═════ Entries shown
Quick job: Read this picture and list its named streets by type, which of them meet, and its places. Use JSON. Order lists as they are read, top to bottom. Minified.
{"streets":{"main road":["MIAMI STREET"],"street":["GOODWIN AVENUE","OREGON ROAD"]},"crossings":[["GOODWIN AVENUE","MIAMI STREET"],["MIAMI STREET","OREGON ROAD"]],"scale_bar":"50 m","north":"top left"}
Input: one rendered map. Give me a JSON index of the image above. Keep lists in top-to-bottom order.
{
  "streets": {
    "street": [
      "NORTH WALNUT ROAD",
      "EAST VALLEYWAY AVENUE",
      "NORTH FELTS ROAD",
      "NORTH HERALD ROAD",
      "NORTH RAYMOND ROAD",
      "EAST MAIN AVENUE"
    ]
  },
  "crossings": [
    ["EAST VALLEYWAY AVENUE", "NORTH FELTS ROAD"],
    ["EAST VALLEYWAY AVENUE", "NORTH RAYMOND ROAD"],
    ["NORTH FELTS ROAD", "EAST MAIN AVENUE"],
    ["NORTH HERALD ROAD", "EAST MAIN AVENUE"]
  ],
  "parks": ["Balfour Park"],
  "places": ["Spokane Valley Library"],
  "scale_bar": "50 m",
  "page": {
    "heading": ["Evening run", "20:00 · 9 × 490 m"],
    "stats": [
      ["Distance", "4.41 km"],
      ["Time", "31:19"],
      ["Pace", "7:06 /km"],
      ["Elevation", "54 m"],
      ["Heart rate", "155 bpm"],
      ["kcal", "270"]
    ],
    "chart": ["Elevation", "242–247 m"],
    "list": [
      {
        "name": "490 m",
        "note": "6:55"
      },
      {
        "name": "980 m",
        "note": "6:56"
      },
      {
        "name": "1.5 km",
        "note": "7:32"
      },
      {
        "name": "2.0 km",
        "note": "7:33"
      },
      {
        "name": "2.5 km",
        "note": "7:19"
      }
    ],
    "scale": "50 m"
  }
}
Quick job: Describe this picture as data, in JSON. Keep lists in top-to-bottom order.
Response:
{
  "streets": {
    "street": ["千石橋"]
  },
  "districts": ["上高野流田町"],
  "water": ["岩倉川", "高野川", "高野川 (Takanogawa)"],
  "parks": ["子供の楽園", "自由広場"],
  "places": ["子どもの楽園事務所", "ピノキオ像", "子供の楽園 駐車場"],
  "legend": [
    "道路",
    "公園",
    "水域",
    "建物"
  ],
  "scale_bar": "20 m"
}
══════════
Task objective:
All records above must be printed again, exactly.

Exercise answer:
Quick job: Read this picture and list its named streets by type, which of them meet, and its places. Use JSON. Order lists as they are read, top to bottom. Minified.
{"streets":{"main road":["MIAMI STREET"],"street":["GOODWIN AVENUE","OREGON ROAD"]},"crossings":[["GOODWIN AVENUE","MIAMI STREET"],["MIAMI STREET","OREGON ROAD"]],"scale_bar":"50 m","north":"top left"}
Input: one rendered map. Give me a JSON index of the image above. Keep lists in top-to-bottom order.
{
  "streets": {
    "street": [
      "NORTH WALNUT ROAD",
      "EAST VALLEYWAY AVENUE",
      "NORTH FELTS ROAD",
      "NORTH HERALD ROAD",
      "NORTH RAYMOND ROAD",
      "EAST MAIN AVENUE"
    ]
  },
  "crossings": [
    ["EAST VALLEYWAY AVENUE", "NORTH FELTS ROAD"],
    ["EAST VALLEYWAY AVENUE", "NORTH RAYMOND ROAD"],
    ["NORTH FELTS ROAD", "EAST MAIN AVENUE"],
    ["NORTH HERALD ROAD", "EAST MAIN AVENUE"]
  ],
  "parks": ["Balfour Park"],
  "places": ["Spokane Valley Library"],
  "scale_bar": "50 m",
  "page": {
    "heading": ["Evening run", "20:00 · 9 × 490 m"],
    "stats": [
      ["Distance", "4.41 km"],
      ["Time", "31:19"],
      ["Pace", "7:06 /km"],
      ["Elevation", "54 m"],
      ["Heart rate", "155 bpm"],
      ["kcal", "270"]
    ],
    "chart": ["Elevation", "242–247 m"],
    "list": [
      {
        "name": "490 m",
        "note": "6:55"
      },
      {
        "name": "980 m",
        "note": "6:56"
      },
      {
        "name": "1.5 km",
        "note": "7:32"
      },
      {
        "name": "2.0 km",
        "note": "7:33"
      },
      {
        "name": "2.5 km",
        "note": "7:19"
      }
    ],
    "scale": "50 m"
  }
}
Quick job: Describe this picture as data, in JSON. Keep lists in top-to-bottom order.
Response:
{
  "streets": {
    "street": ["千石橋"]
  },
  "districts": ["上高野流田町"],
  "water": ["岩倉川", "高野川", "高野川 (Takanogawa)"],
  "parks": ["子供の楽園", "自由広場"],
  "places": ["子どもの楽園事務所", "ピノキオ像", "子供の楽園 駐車場"],
  "legend": [
    "道路",
    "公園",
    "水域",
    "建物"
  ],
  "scale_bar": "20 m"
}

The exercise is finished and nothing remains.